▸ GOAL OF THE EXERCISE:
The data below needs to be returned exactly, line for line.

▸ DATASET EXCERPT:
------------------------------------
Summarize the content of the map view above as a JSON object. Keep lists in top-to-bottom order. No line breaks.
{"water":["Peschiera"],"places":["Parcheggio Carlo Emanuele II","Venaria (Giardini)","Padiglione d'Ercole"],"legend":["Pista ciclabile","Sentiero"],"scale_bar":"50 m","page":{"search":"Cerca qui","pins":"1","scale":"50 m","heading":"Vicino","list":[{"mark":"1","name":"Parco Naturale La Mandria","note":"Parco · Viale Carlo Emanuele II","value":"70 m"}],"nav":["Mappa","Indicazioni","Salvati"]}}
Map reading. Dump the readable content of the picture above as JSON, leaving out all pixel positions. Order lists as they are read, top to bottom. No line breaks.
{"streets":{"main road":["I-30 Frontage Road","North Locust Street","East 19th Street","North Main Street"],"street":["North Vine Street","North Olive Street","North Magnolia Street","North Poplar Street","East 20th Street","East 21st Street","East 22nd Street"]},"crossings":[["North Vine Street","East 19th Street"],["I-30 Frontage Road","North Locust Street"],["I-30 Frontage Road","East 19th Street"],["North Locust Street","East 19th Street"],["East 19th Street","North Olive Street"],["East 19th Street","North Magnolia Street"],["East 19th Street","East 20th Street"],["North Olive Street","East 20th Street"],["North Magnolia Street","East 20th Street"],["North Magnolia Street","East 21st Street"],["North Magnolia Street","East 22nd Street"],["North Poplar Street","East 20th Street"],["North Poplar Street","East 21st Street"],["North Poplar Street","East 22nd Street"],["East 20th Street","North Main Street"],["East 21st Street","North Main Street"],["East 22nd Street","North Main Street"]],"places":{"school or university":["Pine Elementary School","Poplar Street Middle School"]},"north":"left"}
------------------------------------
▸ WORKED SOLUTION:
Summarize the content of the map view above as a JSON object. Keep lists in top-to-bottom order. No line breaks.
{"water":["Peschiera"],"places":["Parcheggio Carlo Emanuele II","Venaria (Giardini)","Padiglione d'Ercole"],"legend":["Pista ciclabile","Sentiero"],"scale_bar":"50 m","page":{"search":"Cerca qui","pins":"1","scale":"50 m","heading":"Vicino","list":[{"mark":"1","name":"Parco Naturale La Mandria","note":"Parco · Viale Carlo Emanuele II","value":"70 m"}],"nav":["Mappa","Indicazioni","Salvati"]}}
Map reading. Dump the readable content of the picture above as JSON, leaving out all pixel positions. Order lists as they are read, top to bottom. No line breaks.
{"streets":{"main road":["I-30 Frontage Road","North Locust Street","East 19th Street","North Main Street"],"street":["North Vine Street","North Olive Street","North Magnolia Street","North Poplar Street","East 20th Street","East 21st Street","East 22nd Street"]},"crossings":[["North Vine Street","East 19th Street"],["I-30 Frontage Road","North Locust Street"],["I-30 Frontage Road","East 19th Street"],["North Locust Street","East 19th Street"],["East 19th Street","North Olive Street"],["East 19th Street","North Magnolia Street"],["East 19th Street","East 20th Street"],["North Olive Street","East 20th Street"],["North Magnolia Street","East 20th Street"],["North Magnolia Street","East 21st Street"],["North Magnolia Street","East 22nd Street"],["North Poplar Street","East 20th Street"],["North Poplar Street","East 21st Street"],["North Poplar Street","East 22nd Street"],["East 20th Street","North Main Street"],["East 21st Street","North Main Street"],["East 22nd Street","North Main Street"]],"places":{"school or university":["Pine Elementary School","Poplar Street Middle School"]},"north":"left"}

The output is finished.